● **Exercise brief**: Using the records below, transcribe word for word the stretch from the line that contains "g.font = font" through the line that contains "g.rotate((+turn || 0) * Math.PI / 180);", both end lines included, and nothing else.

Stored entries
★ ★ ★ ★ ★
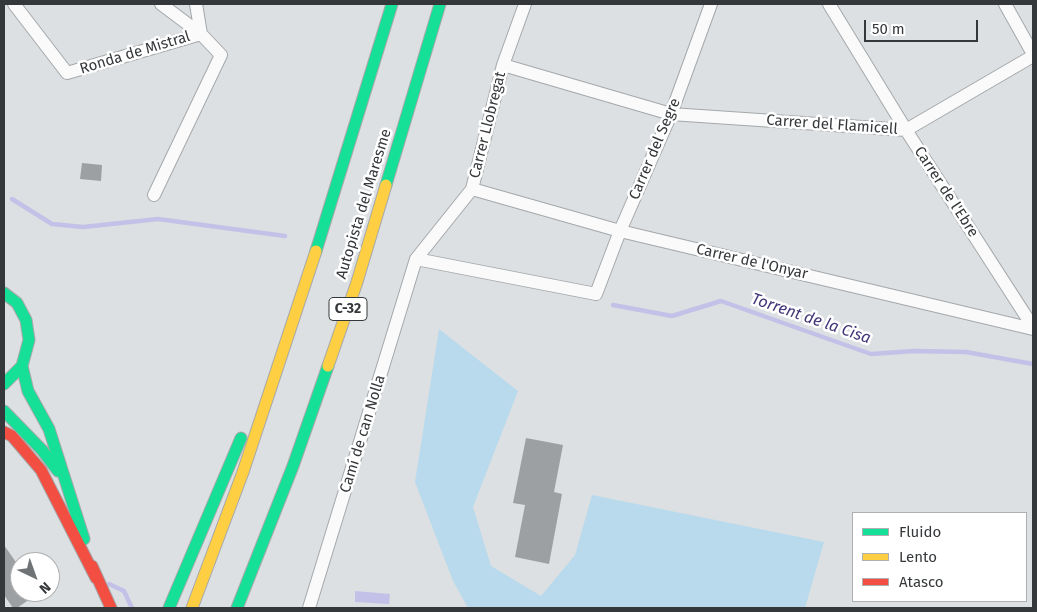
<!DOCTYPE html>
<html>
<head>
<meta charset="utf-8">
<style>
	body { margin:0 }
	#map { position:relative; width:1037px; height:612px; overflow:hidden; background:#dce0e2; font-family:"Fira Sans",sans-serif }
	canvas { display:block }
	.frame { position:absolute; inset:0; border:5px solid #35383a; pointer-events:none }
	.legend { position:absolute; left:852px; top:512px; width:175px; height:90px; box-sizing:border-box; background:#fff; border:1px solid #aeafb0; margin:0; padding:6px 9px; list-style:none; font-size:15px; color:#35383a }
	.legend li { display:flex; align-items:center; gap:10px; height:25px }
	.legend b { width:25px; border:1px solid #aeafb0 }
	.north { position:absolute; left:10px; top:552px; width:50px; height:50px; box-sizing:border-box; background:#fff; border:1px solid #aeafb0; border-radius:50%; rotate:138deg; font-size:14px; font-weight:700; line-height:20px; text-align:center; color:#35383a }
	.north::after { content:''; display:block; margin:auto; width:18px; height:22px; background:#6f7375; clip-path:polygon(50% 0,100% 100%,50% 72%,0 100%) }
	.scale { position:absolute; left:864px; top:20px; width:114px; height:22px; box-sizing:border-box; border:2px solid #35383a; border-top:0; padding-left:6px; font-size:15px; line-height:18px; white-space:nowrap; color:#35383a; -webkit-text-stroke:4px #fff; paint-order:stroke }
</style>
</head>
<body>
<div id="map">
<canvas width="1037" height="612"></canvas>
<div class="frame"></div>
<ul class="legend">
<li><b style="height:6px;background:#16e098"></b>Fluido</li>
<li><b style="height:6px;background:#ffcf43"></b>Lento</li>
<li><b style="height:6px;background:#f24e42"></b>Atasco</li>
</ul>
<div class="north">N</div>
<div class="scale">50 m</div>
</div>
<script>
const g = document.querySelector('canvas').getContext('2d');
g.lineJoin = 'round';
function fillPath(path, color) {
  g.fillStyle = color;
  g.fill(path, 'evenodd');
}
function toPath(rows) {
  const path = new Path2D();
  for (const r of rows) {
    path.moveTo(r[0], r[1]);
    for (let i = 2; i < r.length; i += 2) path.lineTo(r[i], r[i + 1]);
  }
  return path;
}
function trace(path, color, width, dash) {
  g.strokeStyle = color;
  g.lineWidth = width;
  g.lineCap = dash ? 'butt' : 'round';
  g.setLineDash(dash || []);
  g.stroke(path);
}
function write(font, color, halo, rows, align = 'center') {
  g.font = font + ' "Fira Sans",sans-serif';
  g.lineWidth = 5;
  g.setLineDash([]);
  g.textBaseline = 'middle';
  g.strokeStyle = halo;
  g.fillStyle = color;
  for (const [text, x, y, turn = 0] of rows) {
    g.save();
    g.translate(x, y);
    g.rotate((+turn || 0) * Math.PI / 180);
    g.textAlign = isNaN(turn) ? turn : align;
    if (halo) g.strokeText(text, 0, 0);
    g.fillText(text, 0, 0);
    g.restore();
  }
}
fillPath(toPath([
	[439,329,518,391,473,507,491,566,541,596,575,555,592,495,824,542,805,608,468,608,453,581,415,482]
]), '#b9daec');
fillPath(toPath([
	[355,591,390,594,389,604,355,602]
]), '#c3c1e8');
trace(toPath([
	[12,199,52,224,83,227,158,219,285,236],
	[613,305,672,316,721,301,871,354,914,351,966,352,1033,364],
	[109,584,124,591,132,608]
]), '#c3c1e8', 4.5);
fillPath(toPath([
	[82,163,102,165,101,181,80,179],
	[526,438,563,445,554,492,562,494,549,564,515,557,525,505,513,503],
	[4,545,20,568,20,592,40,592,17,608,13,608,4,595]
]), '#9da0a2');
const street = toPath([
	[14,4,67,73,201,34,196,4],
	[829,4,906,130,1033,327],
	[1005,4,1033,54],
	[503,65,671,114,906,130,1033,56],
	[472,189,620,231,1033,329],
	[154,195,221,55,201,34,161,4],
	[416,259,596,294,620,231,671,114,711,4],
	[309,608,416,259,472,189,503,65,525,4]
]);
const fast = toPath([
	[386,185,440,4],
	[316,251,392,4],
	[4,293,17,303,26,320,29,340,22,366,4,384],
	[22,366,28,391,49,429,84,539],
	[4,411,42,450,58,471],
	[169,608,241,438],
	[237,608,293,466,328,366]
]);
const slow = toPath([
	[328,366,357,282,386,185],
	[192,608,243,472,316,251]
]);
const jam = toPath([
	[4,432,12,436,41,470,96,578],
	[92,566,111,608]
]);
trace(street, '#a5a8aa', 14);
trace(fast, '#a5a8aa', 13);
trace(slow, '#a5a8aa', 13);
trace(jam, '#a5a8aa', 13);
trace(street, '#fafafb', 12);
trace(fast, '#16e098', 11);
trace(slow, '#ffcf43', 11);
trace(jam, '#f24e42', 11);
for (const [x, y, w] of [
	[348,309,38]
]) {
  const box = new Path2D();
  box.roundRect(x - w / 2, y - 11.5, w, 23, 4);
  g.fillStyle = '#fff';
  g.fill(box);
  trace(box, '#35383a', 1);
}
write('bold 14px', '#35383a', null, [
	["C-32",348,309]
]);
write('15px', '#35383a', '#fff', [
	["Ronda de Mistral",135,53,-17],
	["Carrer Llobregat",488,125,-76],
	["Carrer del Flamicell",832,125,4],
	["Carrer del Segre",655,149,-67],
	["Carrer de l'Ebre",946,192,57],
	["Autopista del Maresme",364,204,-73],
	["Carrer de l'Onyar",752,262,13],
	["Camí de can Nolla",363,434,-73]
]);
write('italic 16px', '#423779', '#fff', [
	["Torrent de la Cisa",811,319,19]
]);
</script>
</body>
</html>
★ ★ ★ ★ ★
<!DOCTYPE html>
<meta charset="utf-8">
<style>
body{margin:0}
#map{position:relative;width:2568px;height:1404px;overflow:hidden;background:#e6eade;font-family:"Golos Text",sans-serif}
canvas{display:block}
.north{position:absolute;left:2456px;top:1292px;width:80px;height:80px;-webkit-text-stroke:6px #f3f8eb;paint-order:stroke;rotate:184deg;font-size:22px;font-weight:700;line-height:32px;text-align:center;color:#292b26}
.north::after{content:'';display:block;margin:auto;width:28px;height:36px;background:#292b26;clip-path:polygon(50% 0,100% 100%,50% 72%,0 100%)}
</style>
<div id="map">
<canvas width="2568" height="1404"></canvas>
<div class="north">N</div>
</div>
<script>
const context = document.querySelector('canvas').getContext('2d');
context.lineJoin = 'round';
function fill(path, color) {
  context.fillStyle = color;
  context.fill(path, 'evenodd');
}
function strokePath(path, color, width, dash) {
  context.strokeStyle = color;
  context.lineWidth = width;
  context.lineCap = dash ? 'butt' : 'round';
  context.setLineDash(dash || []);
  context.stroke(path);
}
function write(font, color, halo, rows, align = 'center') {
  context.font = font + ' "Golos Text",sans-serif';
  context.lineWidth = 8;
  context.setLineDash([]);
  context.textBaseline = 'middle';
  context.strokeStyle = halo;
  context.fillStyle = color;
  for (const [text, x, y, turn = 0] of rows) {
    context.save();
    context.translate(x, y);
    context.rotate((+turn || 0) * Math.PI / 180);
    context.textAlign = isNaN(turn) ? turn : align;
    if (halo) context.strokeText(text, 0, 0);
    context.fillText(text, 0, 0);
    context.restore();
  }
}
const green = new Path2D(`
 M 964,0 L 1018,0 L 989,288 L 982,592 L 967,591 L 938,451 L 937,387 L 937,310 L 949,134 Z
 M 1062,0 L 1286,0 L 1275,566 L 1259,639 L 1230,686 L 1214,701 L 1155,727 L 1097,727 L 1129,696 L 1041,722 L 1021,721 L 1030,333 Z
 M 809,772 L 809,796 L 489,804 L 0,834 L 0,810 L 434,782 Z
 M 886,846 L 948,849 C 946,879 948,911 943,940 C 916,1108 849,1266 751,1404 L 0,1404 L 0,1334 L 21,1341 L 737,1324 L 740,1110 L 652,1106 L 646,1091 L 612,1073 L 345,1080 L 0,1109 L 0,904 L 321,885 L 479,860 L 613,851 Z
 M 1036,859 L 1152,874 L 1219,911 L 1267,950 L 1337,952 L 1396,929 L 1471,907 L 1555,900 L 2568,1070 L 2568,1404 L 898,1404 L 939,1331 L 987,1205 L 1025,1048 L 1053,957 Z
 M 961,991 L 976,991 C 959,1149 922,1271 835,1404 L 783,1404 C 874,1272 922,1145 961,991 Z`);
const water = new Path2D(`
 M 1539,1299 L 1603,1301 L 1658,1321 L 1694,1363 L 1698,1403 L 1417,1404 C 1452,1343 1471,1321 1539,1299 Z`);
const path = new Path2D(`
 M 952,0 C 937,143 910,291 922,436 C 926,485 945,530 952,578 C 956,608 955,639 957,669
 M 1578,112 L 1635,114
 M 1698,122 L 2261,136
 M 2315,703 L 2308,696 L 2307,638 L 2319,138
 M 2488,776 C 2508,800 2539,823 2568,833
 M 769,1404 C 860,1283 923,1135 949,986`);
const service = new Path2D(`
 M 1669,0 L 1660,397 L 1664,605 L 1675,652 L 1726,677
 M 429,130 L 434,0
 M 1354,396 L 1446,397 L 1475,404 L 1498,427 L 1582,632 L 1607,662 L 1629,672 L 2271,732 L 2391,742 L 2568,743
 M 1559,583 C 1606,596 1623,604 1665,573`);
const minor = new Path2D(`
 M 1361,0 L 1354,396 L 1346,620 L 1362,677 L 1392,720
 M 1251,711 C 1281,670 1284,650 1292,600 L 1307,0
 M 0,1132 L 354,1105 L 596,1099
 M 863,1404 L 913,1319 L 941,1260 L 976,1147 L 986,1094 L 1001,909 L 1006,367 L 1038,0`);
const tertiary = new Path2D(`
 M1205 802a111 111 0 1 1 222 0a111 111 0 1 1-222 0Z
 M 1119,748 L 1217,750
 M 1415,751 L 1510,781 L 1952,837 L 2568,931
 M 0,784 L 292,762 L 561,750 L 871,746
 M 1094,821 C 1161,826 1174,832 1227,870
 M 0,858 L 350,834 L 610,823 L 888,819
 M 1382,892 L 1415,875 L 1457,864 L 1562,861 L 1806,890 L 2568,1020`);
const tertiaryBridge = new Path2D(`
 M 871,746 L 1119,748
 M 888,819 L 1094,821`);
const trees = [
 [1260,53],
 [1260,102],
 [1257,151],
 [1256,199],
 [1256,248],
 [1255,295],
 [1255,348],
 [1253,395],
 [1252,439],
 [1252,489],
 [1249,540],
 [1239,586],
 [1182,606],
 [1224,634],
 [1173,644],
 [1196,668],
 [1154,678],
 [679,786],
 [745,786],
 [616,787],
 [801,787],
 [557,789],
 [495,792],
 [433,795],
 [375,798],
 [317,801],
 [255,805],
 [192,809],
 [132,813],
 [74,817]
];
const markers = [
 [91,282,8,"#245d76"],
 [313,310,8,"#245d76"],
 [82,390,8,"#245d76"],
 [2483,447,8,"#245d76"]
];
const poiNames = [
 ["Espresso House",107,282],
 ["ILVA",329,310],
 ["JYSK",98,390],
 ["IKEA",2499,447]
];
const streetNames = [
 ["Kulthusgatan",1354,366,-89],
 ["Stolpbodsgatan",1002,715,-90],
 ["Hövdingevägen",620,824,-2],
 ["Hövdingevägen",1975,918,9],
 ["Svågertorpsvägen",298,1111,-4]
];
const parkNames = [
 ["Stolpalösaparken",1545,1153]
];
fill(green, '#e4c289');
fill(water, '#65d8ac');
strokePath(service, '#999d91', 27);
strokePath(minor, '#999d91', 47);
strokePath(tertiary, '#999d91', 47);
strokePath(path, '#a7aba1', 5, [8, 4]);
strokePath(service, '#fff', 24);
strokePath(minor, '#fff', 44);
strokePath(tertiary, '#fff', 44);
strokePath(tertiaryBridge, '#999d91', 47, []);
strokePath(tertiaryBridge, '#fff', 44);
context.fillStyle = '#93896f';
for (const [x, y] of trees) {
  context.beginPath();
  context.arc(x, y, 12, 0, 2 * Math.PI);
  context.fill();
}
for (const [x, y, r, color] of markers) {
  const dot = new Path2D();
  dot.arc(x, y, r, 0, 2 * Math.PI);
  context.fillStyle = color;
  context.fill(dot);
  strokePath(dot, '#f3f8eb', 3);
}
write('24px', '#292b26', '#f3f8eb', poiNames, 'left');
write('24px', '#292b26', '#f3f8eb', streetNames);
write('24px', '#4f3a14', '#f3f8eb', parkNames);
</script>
★ ★ ★ ★ ★
● **Exercise output**:
  g.font = font + ' "Fira Sans",sans-serif';
  g.lineWidth = 5;
  g.setLineDash([]);
  g.textBaseline = 'middle';
  g.strokeStyle = halo;
  g.fillStyle = color;
  for (const [text, x, y, turn = 0] of rows) {
    g.save();
    g.translate(x, y);
    g.rotate((+turn || 0) * Math.PI / 180);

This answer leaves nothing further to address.